Any feedback on optimization would be ideal as I am running 1000 resamples and 1000 bootstraps. For 50 iterations and 50 bootstraps, it took 7 minutes. For 500 and 500, it took around 3.5 hours.
install.packages("boot")
install.packages("doParallel")
install.packages("doRNG")
library(pscl)
library(boot)
library(doParallel)
library(doRNG)
# if TRUE, keeps a processor free to be used by the OS.
kFlag.free.processor <- TRUE
#Store the path coefficients as a list and a matrix (for different uses)
kParameters <- (function(){
##path coefficient vectors
sizes <- c(50, 100, 200, 300, 500, 1000)
seeds.small <- c(51, 53, 55, 57, 58, 59)
seeds.medium <- c(61, 63, 65, 67, 68, 69)

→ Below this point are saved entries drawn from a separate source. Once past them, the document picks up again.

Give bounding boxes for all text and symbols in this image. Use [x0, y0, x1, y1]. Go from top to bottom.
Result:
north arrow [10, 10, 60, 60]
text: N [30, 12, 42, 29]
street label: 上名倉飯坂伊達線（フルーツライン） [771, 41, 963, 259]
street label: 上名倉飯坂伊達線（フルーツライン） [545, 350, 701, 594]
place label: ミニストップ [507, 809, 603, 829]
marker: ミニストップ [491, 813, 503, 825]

seeds.large <- c(81, 73, 75, 77, 78, 79)
#cbind call will coerce an integer to a vector filled with that value
c <- .25
i <- 1
##end path coefficient vectors
effect.small <- cbind(a = .18, b = .16, c, i, n = sizes, seed = seeds.small)

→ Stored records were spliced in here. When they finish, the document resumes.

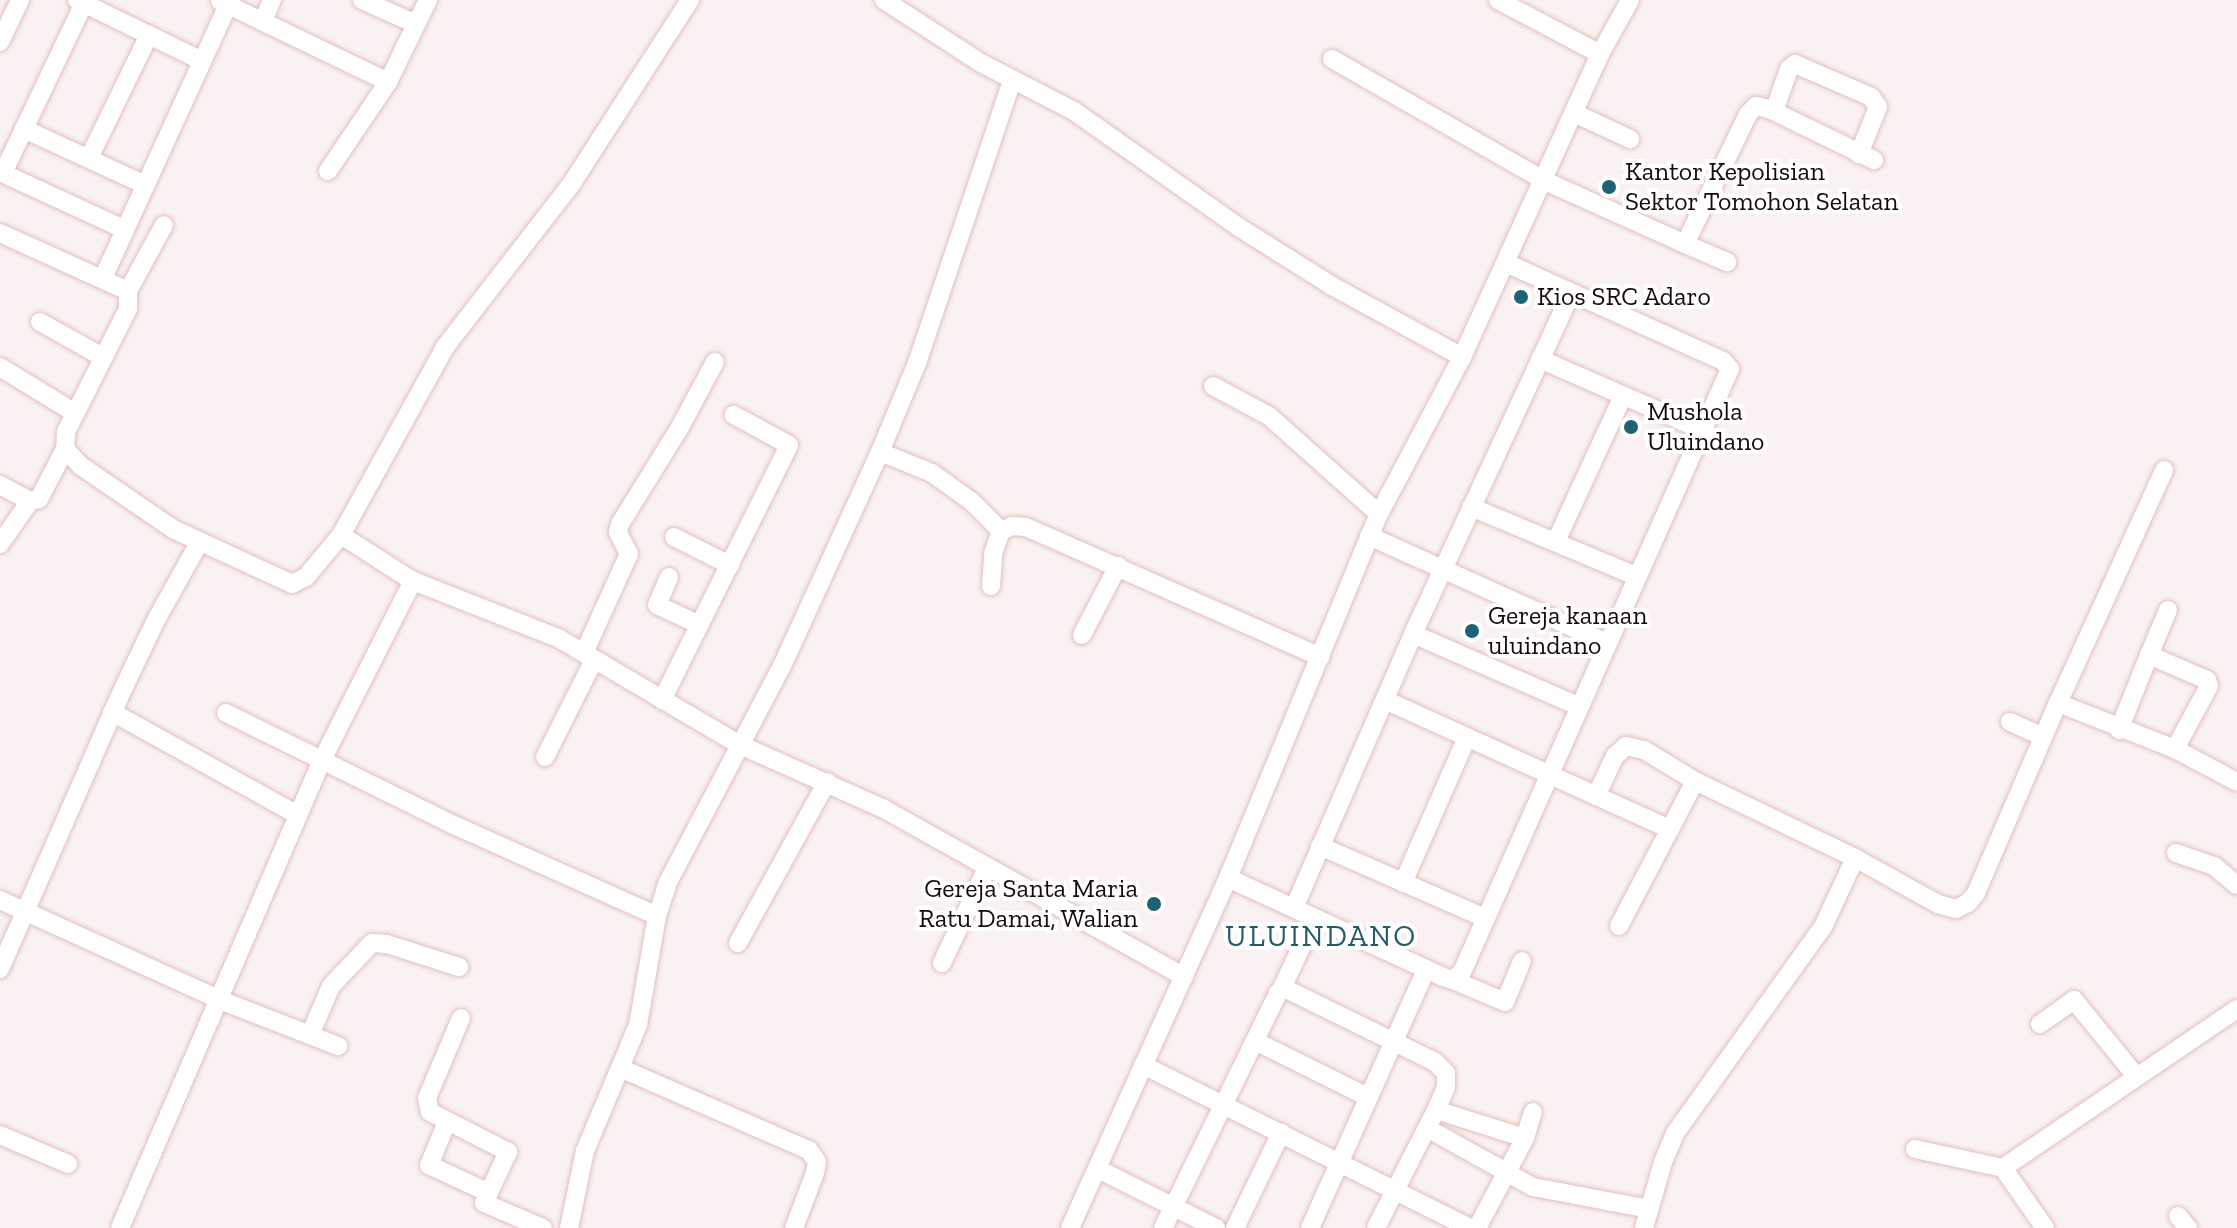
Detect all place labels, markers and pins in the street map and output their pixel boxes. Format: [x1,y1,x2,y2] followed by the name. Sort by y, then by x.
[1625,156,1899,218] place label: Kantor Kepolisian Sektor Tomohon Selatan
[1600,178,1618,196] marker: Kantor Kepolisian Sektor Tomohon Selatan
[1537,281,1712,313] place label: Kios SRC Adaro
[1512,288,1530,306] marker: Kios SRC Adaro
[1647,396,1764,458] place label: Mushola Uluindano
[1622,418,1640,436] marker: Mushola Uluindano
[1488,600,1647,662] place label: Gereja kanaan uluindano
[1463,622,1481,640] marker: Gereja kanaan uluindano
[918,873,1138,934] place label: Gereja Santa Maria Ratu Damai, Walian
[1145,895,1163,913] marker: Gereja Santa Maria Ratu Damai, Walian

effect.medium <- cbind(a = .31, b = .35, c, i, n = sizes, seed = seeds.medium)
effect.large <- cbind(a = .52, b = .49, c, i, n = sizes, seed = seeds.large)
list(list = list(small = effect.small, medium = effect.medium, large = effect.large),
matrix = rbind(effect.small, effect.medium, effect.large))#return
})() #IIFE
# RNG MODULE FOR TWO_PART HURDLE MODEL
gen.hurdle = function(n, a, b1, b2, c1, c2, i0, i1, i2){
x = round(rnorm(n),3)
e = rnorm(n)
m = round(i0 + a*x + e, 3)
lambda = exp(i1 + b1*m + c1*x) # PUT REGRESSION TERMS FOR THE CONTINUUM PART HERE; KEEP exp()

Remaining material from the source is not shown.